### Instructions to follow
Report the number of lines holding "buttons" in the material below, and nothing more.

====

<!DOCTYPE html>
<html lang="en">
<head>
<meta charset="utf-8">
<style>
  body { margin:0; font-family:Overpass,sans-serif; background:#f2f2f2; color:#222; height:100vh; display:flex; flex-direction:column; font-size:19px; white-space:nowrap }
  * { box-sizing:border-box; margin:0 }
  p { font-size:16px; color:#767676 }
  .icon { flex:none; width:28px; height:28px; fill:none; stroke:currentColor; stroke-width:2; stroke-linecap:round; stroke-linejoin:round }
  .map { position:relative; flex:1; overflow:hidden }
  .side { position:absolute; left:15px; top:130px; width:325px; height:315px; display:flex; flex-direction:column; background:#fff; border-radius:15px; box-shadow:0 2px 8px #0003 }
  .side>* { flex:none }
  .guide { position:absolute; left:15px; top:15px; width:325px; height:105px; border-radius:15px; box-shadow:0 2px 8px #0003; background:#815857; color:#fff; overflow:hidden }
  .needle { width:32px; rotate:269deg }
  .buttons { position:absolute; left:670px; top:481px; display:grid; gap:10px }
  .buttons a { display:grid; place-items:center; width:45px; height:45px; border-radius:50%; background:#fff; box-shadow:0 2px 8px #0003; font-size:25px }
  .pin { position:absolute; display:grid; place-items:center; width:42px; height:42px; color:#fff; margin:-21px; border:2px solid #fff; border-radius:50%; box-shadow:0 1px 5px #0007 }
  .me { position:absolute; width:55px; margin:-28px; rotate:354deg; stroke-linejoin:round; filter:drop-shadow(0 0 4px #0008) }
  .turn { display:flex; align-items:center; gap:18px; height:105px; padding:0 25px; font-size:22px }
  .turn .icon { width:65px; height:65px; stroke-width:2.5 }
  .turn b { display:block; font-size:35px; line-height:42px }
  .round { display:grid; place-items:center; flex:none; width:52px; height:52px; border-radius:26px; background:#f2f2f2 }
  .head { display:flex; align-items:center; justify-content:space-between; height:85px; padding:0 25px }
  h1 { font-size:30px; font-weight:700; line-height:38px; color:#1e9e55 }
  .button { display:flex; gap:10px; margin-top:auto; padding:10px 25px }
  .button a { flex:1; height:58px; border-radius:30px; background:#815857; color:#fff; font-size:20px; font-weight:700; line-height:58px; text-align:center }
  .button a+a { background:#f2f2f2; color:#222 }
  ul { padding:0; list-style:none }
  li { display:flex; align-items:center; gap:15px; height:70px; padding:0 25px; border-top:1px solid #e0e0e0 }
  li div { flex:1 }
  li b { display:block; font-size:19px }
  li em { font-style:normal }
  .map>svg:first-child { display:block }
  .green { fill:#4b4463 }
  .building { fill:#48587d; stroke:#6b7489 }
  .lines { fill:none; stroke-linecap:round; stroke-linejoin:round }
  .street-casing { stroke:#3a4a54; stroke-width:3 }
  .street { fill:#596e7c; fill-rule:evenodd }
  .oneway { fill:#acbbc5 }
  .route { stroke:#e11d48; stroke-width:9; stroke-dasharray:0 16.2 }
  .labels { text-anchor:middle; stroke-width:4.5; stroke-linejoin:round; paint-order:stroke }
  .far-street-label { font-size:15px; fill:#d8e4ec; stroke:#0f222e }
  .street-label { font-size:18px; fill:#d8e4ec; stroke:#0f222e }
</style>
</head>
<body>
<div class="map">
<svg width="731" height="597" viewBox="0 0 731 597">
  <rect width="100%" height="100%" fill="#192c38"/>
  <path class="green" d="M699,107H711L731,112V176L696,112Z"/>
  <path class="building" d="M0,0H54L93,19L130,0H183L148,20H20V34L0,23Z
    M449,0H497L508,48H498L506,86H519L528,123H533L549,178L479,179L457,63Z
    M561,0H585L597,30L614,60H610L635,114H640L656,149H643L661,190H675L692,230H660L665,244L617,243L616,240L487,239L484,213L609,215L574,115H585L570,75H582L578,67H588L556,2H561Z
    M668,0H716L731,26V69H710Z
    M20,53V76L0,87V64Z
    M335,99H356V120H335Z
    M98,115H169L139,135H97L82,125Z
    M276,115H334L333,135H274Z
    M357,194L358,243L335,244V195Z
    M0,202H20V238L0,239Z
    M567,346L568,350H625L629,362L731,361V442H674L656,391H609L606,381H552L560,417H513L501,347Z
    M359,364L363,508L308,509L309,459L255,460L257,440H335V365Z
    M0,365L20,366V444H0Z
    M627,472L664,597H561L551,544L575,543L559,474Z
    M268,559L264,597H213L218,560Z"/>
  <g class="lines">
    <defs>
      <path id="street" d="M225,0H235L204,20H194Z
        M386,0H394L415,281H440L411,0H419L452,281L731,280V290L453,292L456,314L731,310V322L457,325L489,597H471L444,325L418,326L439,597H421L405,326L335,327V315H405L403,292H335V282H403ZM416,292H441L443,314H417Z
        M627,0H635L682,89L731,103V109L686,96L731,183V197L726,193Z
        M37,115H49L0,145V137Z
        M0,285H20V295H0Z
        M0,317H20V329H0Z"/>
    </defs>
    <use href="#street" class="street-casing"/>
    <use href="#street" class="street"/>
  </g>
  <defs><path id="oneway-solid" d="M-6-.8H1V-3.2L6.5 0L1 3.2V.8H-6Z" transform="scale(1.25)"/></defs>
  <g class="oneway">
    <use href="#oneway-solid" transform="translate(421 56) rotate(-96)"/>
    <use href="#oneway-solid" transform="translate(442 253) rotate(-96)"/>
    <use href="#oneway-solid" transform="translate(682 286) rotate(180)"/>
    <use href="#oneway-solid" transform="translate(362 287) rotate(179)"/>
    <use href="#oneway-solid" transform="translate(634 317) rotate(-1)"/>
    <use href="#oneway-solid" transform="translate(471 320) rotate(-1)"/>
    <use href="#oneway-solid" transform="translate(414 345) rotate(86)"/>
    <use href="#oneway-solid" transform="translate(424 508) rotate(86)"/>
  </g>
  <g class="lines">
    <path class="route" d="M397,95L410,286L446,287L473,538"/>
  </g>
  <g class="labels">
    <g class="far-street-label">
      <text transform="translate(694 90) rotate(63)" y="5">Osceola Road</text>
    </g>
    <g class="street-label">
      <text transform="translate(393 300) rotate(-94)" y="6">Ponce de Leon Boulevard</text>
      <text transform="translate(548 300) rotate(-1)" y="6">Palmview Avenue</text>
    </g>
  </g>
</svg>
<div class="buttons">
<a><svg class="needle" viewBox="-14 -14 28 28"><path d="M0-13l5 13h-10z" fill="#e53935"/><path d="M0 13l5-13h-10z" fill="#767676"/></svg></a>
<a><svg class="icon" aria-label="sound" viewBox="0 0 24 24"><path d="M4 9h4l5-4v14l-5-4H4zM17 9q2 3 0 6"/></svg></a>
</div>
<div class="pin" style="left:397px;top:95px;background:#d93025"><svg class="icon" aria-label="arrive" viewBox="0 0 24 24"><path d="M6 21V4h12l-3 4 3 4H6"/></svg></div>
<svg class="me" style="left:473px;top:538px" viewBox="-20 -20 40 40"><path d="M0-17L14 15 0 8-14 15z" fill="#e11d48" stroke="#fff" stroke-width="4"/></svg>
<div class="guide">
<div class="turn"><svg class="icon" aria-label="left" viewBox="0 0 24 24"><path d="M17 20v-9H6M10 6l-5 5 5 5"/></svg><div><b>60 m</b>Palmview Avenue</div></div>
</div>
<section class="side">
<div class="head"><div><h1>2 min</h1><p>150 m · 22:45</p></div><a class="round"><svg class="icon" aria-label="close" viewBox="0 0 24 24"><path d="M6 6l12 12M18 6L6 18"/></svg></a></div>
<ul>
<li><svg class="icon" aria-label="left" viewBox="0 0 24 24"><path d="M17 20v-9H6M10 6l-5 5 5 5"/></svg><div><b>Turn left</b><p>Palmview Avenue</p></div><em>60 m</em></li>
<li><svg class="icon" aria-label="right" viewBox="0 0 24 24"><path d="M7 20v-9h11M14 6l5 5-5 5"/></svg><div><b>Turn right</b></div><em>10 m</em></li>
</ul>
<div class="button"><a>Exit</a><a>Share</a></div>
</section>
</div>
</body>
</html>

====

### Output
3